PRINCIPE DE PRÉCAUTION
Cadrer l'activité de précaution
Contrairement à ce que prétendent les adversaires de la précaution, cette démarche ne conduit pas à l'entrée de l'irrationnel dans la décision. Il s'agit au contraire d'une activité cadrée comme l'énoncent les deux définitions de référence que voici :
– La première a été établie par la Commission européenne (consommation, santé) en 1998 : « Le principe de précaution est une approche de gestion des risques qui s'exerce dans une situation d'incertitude scientifique. Il se traduit par une exigence d'action face à un risque potentiellement grave sans attendre les résultats de la recherche scientifique. »
– La seconde définition figure dans la Charte de l'environnement française, devenue un principe constitutionnel en 2005 (article 5) : « Lorsque la réalisation d’un dommage, bien qu’incertaine en l’état des connaissances scientifiques, pourrait affecter de manière grave et irréversible l’environnement, les autorités publiques veillent, par application du principe de précaution et dans leurs domaines d’attributions, à la mise en œuvre de procédures d’évaluation des risques et à l’adoption de mesures provisoires et proportionnées afin de parer à la réalisation du dommage. »
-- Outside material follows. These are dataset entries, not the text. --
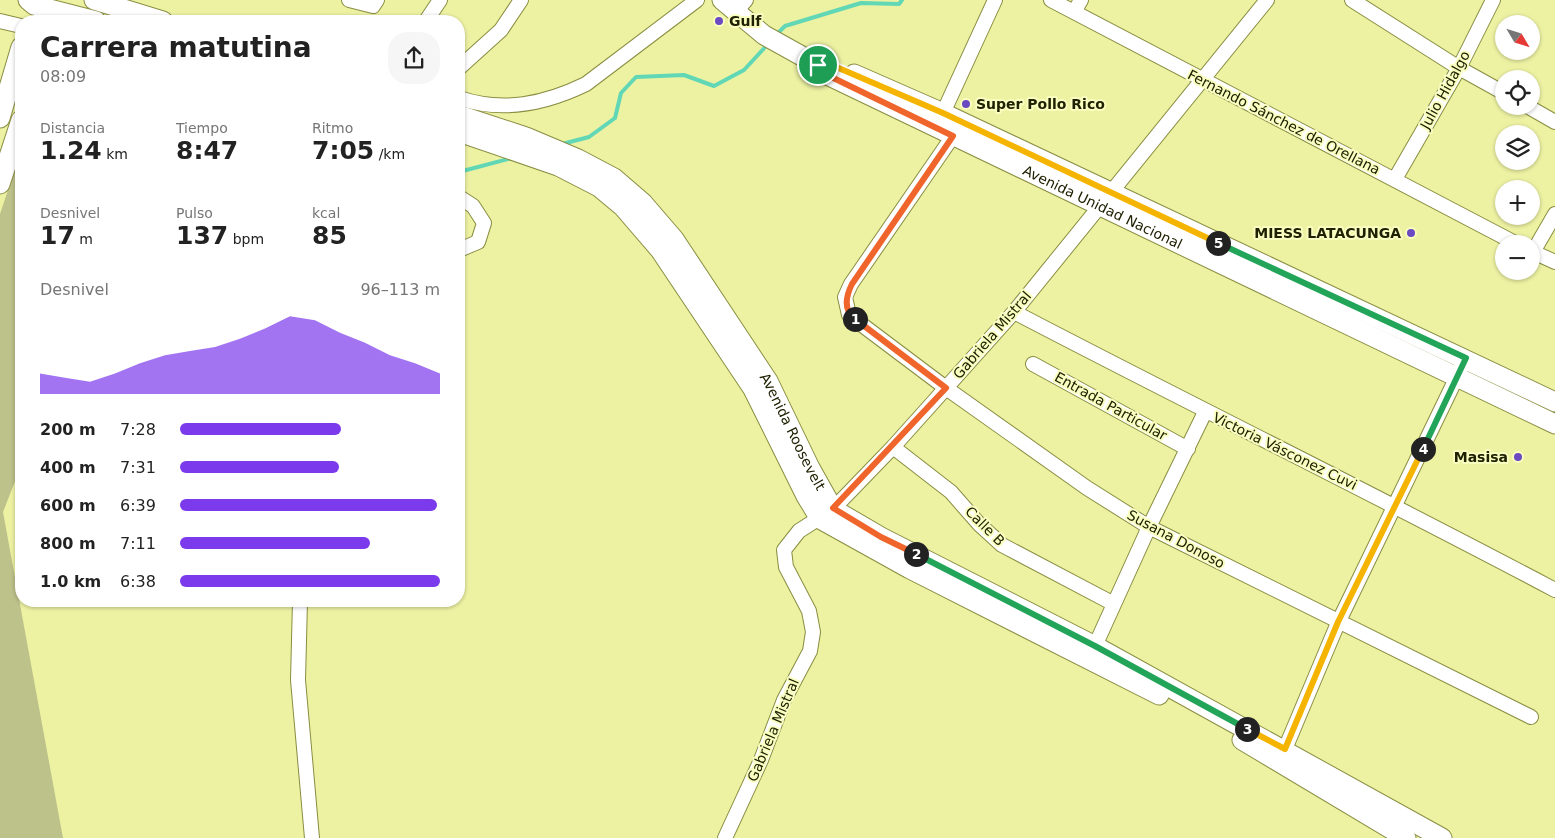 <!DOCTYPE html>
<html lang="es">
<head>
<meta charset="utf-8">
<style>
  body { margin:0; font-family:"DejaVu Sans",sans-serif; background:#f6f6f6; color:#222; height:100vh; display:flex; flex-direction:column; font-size:19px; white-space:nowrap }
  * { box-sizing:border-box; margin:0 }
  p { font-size:16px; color:#767676 }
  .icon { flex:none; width:28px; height:28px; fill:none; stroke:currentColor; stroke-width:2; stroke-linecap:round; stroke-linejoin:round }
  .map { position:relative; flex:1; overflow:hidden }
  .side { position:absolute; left:15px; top:15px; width:450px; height:592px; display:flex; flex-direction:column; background:#fff; border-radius:20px; box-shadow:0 1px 4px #0004 }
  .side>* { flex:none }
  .needle { width:32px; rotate:128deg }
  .fabs { position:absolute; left:1495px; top:15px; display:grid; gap:10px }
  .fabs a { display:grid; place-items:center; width:45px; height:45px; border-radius:50%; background:#fff; box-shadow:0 1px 4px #0004; font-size:25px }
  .pin { position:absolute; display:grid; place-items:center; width:42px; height:42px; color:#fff; margin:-21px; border:2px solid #fff; border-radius:50%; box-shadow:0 1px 5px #0007 }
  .km { position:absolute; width:25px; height:25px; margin:-12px; border-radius:50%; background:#222; color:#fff; font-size:14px; line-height:25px; text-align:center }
  .round { display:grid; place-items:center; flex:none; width:52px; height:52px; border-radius:20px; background:#f6f6f6 }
  .overview { display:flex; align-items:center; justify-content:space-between; height:85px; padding:0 25px }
  h1 { font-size:28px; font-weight:700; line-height:38px }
  .metrics { display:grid; grid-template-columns:repeat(3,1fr); gap:8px; height:85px; padding:5px 25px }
  .metrics div { display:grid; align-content:center }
  .metrics b { font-size:25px; font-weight:700 }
  .metrics small { font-size:14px; font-weight:400 }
  .metrics p { font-size:14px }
  .chart { height:140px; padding:10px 25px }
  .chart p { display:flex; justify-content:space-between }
  .chart svg { width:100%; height:90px; margin-top:5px; fill:#7c3aed; opacity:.7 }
  ul { padding:0 25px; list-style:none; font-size:16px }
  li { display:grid; grid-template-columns:80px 60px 1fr; align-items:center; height:38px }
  li i { height:12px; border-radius:6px; background:#7c3aed }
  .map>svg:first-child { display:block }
</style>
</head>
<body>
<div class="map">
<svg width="1555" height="838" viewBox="0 0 1555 838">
  <rect width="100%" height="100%" fill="#edf2a3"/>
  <path fill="#bdc18a" d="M21,151V466L3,512L63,838H0V214Z"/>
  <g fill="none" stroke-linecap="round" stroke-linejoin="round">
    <path stroke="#62d7b6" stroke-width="4" d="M776,35L785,26L861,3L899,4L902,0
      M562,144L589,137L615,118L621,93L636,77L684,75L714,86L744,70L768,44
      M459,172L512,158"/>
    <g stroke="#898d41" stroke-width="16">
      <path id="street" d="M349,0L373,6L377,0
        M1051,0L1517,244
        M1352,0L1459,68L1504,93
        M736,11L746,0
        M1074,12L1081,0
        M0,21L21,26
        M426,21L440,0
        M459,68L501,30L521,0
        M459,98C503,113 545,104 586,84L697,0
        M1527,106L1555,122
        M943,113L995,0
        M953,136L851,284L845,297L849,315L946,388L1087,488L1149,527L1531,717
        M1395,179L1459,68L1493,0
        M459,197L473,206L484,223L478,242L459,250
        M1531,251L1555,262
        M1533,252L1555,214
        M1014,312C1194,406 1376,495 1555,590
        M1033,364L1188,449
        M893,447L951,492L979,524L1002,545L1114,604
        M300,601L298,680L312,838
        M1095,646L1149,527L1205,412
        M1285,749L1338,623L1466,358
        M725,838L761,760L784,700L810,651L813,632L809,611L786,567L784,550L799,531L833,509L893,447L1014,312L1267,0"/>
    </g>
    <g stroke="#898d41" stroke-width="21">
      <g id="secondary">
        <path d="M28,0L34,5L96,21"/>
        <path d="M94,0L163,21"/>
        <path id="s1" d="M722,0L764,35L818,65L823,73L1555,424"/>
        <path d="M854,74L943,113L1555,402"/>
        <path id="s2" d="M459,115L526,137L578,159L614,178L643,203L674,239L768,381L810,468L833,509L881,537L1095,646L1442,838"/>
        <path d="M0,118L21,47"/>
        <path d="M459,132L558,166L599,187L623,207L660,250L753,389L806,496L820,519L910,569L1159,695"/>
        <path d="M0,184L21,120"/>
        <path d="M1242,740L1406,838"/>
      </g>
    </g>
    <use href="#street" stroke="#fff" stroke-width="14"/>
    <use href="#secondary" stroke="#fff" stroke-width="19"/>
  </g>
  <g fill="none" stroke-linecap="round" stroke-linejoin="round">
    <g stroke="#fff" stroke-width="10">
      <path id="split-1" d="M818,65L823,73L953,136L852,284C846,296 843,310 855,319"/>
    </g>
    <g stroke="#fff" stroke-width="10">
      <path id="split-2" d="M855,319L946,388L833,508L881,537L916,554"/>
    </g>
    <g stroke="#fff" stroke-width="10">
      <path id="split-3" d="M916,554L1095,646L1247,729"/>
    </g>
    <g stroke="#fff" stroke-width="10">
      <path id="split-4" d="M1247,729L1285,749L1338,622L1423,449"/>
    </g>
    <g stroke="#fff" stroke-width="10">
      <path id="split-5" d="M1218,243L1466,358L1423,449"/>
    </g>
    <g stroke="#fff" stroke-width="10">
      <path id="split-6" d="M818,65L827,63L943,113L1218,243"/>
    </g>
    <use href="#split-1" stroke="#f0652b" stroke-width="6"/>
    <use href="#split-2" stroke="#f0652b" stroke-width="6"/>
    <use href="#split-3" stroke="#22a559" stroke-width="6"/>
    <use href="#split-4" stroke="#f5b400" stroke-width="6"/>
    <use href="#split-5" stroke="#22a559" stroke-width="6"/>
    <use href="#split-6" stroke="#f5b400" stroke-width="6"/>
  </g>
  <g fill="#6b49c1" stroke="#f9fec0" stroke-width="2">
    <circle cx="719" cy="21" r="5"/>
    <circle cx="966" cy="104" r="5"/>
    <circle cx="1411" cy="233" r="5"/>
    <circle cx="1518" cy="457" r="5"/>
  </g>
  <g text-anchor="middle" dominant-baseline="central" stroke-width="4" stroke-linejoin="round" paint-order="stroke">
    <g font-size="14" font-weight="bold" fill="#202102" stroke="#f9fec0" text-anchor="start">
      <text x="729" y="21">Gulf</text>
      <text x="976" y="104">Super Pollo Rico</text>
      <text x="1401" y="233" text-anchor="end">MIESS LATACUNGA</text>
      <text x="1508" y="457" text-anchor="end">Masisa</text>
    </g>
    <g font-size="14" fill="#202102" stroke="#f9fec0">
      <text transform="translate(1445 90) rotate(-61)">Julio Hidalgo</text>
      <text transform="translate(1284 122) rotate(27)">Fernando Sánchez de Orellana</text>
      <text stroke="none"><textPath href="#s1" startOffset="436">Avenida Unidad Nacional</textPath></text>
      <text transform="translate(992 335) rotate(-49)">Gabriela Mistral</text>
      <text transform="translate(1111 406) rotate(29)">Entrada Particular</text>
      <text stroke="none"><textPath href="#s2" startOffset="480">Avenida Roosevelt</textPath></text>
      <text transform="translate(1285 451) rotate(26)">Victoria Vásconez Cuvi</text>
      <text transform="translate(985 526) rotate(45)">Calle B</text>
      <text transform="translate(1176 539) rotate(28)">Susana Donoso</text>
      <text transform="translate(773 730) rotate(-67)">Gabriela Mistral</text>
    </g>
  </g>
</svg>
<div class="fabs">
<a><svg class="needle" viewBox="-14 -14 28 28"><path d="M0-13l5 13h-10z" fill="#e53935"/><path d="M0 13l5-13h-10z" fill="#767676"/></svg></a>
<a><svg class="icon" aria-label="locate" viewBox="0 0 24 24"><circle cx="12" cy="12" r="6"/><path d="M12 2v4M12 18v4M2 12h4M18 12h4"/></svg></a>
<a><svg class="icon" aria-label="layers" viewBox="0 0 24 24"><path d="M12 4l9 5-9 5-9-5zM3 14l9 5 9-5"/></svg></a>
<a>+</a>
<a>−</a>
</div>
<div class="pin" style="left:818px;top:65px;background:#1e9e55"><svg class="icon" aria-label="arrive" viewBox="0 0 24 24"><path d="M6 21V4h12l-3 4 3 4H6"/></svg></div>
<b class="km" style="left:855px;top:319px">1</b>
<b class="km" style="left:916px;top:554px">2</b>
<b class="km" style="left:1247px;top:729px">3</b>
<b class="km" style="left:1423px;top:449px">4</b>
<b class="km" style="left:1218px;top:243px">5</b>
<section class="side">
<div class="overview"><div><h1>Carrera matutina</h1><p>08:09</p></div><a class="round"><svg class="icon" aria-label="share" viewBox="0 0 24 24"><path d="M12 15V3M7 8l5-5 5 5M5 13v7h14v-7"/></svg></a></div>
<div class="metrics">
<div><p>Distancia</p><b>1.24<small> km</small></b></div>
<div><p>Tiempo</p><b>8:47</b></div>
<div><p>Ritmo</p><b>7:05<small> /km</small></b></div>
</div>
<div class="metrics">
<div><p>Desnivel</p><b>17<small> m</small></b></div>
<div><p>Pulso</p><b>137<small> bpm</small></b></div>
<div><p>kcal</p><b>85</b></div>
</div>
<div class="chart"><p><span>Desnivel</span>96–113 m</p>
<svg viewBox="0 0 160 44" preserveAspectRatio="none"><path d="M0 44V34L10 36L20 38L30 34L40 29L50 25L60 23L70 21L80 17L90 12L100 6L110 8L120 14L130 19L140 25L150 29L160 34V44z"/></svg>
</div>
<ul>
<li><b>200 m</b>7:28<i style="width:62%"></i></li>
<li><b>400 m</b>7:31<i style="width:61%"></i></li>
<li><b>600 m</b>6:39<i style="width:99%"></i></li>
<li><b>800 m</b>7:11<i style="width:73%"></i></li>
<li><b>1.0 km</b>6:38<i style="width:100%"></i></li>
</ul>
</section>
</div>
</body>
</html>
On le voit, la précaution n'est pas un fourre-tout, mais une démarche très cadrée. Tout d’abord, elle présuppose une situation d'incertitude, où des perceptions et des intérêts divergents s'affrontent, entre lesquels le flou des connaissances et l'ignorance de l'ampleur du danger ne permettent pas de trancher. Ensuite, l’entrée en précaution suppose la possibilité d'un risque grave ou « potentiellement grave » (voir première définition), d'un dommage « grave et irréversible » (voir seconde définition). La terminologie employée et, parfois, sa redondance indiquent la volonté de limiter les activités de précaution aux situations les plus menaçantes (atteinte à la vie humaine, destruction irréversible d'un bien naturel). Un autre élément de cadrage concerne le caractère plus ou moins contraignant de l'entrée en précaution. Certaines formulations sont indicatives : « les autorités publiques veillent […] à la mise en œuvre de procédures » (voir seconde définition). D'autres sont plus fermes et parlent « d'exigence d'action » (voir première définition). La précaution n'est plus alors optionnelle, elle devient impérative. Enfin, un dernier élément de cadrage porte sur l'étendue des mesures à adopter. Les propositions varient en fonction de l'intensité de l'action qui est attendue. Si le texte de la Commission européenne n'introduit aucune indication, laissant le champ largement ouvert à l'appréciation des autorités publiques, la formulation française parle « de mesures provisoires et proportionnées ». En France, une définition plus ancienne (loi du 2 février 1995, article 200-1 du Code rural définissant les principes généraux du droit de l'environnement) retenait aussi un critère d'acceptabilité économique. Celui-ci est aujourd'hui écarté.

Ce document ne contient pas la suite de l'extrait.